I sat with Avi Domoshevitzki several years ago in a Ramat Hasharon restaurant. We talked about Radnet, the company he founded with Yehuda and Zohar Zisapel, which was sold to Siemens of Germany and Newbridge of Canada, with the company name being changed to Seabridge. The sale agreement committed Domoshevitzki to manage the company for at least two years. “That detail was published in “Globes” after that conversation,” Domoshevitzki says. “Concord general manager Matty Karp noted the date in his calendar. Exactly two years later, in November 1999, he called me and said, ‘Let’s sit down and have a talk,’ and that’s how I came to Concord, mostly because of Matty Karp’s initiative.”
Domoshevitzki managed marketing and sales for two of ECI Telecom (Nasdaq: ECIL)’s three production lines –SDH and DIGILOOP. He worked almost eleven years in ECI. Domoshevitzki, 48, is an electronics engineer by trade and a Haifa Technion graduate with an MBA.
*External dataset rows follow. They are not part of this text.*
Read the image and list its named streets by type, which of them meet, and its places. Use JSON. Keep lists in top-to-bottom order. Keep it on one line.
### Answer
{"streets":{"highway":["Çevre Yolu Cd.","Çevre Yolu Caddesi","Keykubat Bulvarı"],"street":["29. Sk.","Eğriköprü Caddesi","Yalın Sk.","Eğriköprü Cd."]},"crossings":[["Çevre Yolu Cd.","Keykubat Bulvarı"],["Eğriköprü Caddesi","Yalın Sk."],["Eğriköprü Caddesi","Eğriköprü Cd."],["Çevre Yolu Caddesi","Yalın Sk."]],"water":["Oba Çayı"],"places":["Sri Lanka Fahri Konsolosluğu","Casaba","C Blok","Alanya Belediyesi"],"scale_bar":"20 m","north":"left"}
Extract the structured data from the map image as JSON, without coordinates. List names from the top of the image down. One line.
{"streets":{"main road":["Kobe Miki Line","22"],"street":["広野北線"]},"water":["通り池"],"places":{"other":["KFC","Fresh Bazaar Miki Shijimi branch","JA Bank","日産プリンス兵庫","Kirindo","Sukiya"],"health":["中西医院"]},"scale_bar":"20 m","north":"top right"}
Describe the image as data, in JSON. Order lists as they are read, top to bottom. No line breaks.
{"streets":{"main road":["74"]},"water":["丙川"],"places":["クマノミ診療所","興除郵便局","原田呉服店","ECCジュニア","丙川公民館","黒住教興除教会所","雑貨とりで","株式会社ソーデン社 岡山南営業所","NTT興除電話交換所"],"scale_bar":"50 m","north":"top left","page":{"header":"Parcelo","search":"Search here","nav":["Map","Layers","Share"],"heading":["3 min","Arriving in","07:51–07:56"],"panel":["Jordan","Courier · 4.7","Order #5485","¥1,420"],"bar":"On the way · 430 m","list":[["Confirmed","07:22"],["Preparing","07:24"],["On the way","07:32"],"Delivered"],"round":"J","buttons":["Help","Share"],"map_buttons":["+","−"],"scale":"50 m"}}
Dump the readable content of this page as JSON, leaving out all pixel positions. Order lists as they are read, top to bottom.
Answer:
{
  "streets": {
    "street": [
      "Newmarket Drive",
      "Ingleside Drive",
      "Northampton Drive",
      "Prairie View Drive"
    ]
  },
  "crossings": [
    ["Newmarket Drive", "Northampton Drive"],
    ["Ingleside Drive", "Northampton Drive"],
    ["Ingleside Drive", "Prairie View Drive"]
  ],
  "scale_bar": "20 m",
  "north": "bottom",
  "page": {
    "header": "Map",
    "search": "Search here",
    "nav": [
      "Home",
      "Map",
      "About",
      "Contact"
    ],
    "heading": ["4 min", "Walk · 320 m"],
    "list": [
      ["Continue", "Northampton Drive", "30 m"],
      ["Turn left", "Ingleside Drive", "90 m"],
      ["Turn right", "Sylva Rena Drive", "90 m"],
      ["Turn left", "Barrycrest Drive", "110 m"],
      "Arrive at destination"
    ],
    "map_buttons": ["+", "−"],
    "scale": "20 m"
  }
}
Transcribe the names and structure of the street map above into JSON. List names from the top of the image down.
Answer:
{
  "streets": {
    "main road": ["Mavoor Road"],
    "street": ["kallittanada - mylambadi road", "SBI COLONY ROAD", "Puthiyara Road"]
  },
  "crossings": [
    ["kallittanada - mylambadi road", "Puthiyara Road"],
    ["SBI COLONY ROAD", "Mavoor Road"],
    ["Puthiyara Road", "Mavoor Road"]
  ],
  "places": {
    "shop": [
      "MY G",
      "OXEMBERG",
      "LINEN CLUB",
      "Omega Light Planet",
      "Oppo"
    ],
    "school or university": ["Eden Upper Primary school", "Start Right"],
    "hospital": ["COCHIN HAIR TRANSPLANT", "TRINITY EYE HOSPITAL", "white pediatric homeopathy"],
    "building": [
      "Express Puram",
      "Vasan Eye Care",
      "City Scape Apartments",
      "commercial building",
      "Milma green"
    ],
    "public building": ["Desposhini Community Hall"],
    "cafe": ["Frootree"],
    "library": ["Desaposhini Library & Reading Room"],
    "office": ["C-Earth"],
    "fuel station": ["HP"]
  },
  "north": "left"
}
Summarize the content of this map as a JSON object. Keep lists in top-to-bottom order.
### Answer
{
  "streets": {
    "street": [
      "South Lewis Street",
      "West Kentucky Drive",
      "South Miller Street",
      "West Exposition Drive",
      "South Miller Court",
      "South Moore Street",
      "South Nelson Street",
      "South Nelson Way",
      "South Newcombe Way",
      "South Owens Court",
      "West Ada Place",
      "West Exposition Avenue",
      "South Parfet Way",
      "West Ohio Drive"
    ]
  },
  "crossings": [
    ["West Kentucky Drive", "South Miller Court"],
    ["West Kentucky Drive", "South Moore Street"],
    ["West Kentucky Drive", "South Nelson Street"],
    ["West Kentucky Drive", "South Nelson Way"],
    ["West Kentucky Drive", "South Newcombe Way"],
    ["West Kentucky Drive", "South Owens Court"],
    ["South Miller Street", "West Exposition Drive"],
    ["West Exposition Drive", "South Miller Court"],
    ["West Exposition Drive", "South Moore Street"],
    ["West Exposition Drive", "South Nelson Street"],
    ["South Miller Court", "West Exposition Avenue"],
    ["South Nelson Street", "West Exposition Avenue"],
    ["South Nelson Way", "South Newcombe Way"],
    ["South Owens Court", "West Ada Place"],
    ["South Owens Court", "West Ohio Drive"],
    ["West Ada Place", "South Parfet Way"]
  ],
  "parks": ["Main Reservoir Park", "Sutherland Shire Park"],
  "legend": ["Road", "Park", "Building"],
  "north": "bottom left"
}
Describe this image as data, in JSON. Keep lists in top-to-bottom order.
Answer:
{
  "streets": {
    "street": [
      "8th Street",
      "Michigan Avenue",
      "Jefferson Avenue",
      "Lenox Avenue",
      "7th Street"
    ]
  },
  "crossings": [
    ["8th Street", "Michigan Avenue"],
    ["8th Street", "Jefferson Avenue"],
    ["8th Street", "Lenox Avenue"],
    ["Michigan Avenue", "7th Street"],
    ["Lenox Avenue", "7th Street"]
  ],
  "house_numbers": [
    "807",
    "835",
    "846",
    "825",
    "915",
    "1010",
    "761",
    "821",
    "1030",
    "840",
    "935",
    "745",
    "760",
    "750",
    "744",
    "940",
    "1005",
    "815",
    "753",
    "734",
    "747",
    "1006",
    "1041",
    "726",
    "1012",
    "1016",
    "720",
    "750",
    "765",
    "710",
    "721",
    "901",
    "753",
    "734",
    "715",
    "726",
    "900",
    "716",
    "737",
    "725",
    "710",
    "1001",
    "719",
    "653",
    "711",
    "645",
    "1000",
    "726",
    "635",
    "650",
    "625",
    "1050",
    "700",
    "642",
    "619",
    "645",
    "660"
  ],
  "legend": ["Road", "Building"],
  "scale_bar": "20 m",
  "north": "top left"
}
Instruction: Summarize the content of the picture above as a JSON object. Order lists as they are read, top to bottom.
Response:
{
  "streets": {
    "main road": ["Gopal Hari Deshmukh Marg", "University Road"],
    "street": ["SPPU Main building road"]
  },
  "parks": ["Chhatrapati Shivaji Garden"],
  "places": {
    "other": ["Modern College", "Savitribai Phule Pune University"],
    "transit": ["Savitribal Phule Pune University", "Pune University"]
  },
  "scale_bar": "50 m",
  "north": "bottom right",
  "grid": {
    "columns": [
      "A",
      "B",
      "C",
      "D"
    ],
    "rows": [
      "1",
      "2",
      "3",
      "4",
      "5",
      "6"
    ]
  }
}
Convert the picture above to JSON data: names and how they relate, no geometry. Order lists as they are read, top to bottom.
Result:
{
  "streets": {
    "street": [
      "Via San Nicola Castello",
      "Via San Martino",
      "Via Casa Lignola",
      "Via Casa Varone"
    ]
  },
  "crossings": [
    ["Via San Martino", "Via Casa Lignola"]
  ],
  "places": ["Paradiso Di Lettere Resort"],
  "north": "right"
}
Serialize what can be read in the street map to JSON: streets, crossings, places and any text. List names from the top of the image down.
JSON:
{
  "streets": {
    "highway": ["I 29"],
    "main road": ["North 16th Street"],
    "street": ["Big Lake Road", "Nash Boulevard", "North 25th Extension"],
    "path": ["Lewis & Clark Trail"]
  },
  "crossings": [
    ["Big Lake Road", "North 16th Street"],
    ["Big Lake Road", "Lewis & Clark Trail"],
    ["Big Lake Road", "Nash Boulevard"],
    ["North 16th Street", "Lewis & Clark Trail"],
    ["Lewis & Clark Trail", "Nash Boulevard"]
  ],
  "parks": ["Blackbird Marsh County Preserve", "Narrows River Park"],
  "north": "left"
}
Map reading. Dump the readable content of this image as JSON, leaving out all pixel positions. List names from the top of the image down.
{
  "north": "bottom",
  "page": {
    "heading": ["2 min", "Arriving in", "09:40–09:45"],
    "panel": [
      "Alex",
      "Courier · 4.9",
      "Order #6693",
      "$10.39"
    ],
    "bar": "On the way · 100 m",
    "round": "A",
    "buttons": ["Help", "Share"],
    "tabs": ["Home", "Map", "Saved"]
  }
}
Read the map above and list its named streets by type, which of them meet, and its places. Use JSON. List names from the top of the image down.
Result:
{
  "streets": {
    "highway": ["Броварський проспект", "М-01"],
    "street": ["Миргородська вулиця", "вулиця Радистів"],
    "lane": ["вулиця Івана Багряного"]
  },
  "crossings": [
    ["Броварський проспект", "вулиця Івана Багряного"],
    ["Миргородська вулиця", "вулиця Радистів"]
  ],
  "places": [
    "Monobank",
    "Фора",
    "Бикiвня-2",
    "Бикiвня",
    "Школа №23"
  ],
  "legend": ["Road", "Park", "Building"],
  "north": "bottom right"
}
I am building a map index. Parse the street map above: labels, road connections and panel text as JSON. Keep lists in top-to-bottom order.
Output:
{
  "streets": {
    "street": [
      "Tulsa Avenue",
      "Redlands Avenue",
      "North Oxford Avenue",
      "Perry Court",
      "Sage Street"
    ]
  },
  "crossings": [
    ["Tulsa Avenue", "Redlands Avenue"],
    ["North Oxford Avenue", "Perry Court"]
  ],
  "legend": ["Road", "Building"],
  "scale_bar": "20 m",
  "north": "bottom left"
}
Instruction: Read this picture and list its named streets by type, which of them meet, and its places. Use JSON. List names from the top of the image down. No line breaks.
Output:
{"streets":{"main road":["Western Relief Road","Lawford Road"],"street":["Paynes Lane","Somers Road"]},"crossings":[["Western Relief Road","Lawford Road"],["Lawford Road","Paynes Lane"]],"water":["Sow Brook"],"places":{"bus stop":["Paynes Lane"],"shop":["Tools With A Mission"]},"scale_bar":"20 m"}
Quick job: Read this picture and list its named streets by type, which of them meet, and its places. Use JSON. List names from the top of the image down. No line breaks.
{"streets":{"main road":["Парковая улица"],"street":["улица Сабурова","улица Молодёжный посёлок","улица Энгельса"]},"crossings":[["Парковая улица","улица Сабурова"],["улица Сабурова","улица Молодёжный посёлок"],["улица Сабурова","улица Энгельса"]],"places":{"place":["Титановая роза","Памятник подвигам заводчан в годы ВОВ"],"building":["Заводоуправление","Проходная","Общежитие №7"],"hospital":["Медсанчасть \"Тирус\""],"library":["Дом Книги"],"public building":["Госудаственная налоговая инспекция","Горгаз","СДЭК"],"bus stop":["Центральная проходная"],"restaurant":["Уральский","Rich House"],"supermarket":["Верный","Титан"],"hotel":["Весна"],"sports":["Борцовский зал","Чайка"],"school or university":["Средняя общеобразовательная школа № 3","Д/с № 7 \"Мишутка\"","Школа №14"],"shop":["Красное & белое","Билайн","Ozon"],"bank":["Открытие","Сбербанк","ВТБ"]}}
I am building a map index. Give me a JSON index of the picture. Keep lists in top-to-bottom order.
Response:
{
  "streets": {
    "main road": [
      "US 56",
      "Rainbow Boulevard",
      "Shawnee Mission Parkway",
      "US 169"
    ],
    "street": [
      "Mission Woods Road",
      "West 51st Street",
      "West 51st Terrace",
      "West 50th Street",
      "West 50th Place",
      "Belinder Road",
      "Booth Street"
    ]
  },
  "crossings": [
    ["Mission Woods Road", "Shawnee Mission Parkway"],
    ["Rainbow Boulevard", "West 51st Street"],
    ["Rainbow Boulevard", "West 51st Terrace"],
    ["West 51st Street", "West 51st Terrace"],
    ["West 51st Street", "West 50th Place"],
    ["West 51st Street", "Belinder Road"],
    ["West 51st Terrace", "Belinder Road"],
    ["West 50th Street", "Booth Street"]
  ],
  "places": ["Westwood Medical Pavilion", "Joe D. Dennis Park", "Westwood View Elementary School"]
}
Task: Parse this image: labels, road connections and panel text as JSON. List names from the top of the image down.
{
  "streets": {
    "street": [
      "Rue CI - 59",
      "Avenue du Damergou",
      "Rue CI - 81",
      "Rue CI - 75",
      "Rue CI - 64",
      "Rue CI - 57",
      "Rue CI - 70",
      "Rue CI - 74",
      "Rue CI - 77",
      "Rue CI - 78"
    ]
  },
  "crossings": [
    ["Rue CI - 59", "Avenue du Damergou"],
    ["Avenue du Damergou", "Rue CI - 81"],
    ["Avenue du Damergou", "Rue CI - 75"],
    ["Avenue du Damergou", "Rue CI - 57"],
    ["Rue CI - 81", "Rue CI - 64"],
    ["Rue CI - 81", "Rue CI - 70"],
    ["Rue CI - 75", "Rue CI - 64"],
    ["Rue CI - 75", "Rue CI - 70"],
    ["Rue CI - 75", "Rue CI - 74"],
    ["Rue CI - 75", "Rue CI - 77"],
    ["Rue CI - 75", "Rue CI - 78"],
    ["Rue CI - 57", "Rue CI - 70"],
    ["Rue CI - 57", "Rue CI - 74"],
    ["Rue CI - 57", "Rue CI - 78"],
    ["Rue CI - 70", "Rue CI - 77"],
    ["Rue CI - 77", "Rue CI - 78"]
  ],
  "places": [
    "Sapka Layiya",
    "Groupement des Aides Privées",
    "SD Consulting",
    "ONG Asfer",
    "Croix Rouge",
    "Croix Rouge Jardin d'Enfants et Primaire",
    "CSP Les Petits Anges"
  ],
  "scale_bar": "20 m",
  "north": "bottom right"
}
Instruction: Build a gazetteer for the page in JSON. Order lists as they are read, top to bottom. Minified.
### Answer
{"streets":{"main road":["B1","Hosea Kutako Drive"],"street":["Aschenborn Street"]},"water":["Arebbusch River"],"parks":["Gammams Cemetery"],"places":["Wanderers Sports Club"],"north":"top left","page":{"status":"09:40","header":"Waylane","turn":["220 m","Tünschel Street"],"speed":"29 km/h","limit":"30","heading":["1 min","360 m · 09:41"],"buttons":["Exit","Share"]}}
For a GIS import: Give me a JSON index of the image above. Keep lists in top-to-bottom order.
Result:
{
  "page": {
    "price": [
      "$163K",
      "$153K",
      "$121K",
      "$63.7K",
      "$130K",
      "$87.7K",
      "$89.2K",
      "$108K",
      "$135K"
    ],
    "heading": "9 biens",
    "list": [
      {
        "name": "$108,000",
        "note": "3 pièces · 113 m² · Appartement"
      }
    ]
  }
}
”Globes”: In hard times, like the current situation, is there any point in talking about the future development of communications?
Domoshevitzki: ”The question should be whether the need for communications due to rising share prices on Nasdaq, or vice-versa.”
Please explain.
”I believe that communications is a basic need. Even in the current situation, communications will be a key issue in the coming years. It isn’t a Nasdaq dream; real needs exist. What Nasdaq did in the dream period, and because of the dream, was to gamble on more horses than it should have.”
You are claiming there is a demand.
”The need exists. Broadband, for example. There is no doubt that people will expect to get home broadband. The question is whether it will be provided by existing ILEC or by CLECs. In any case, it is clear that the services will exist. The required core Internet infrastructure for providing it already exists. The name of the game in the coming year will be eliminating access bottlenecks. In my opinion, however, the access will cease being a dumb pipeline. It will become something much more sophisticated, including several communication layers. All those staying with dumb pipelines, such as ADSL, will find themselves competing mostly over price and wind up like poor old Orckit Communications (Nasdaq: ORCT). They’ll have a hard time growing.”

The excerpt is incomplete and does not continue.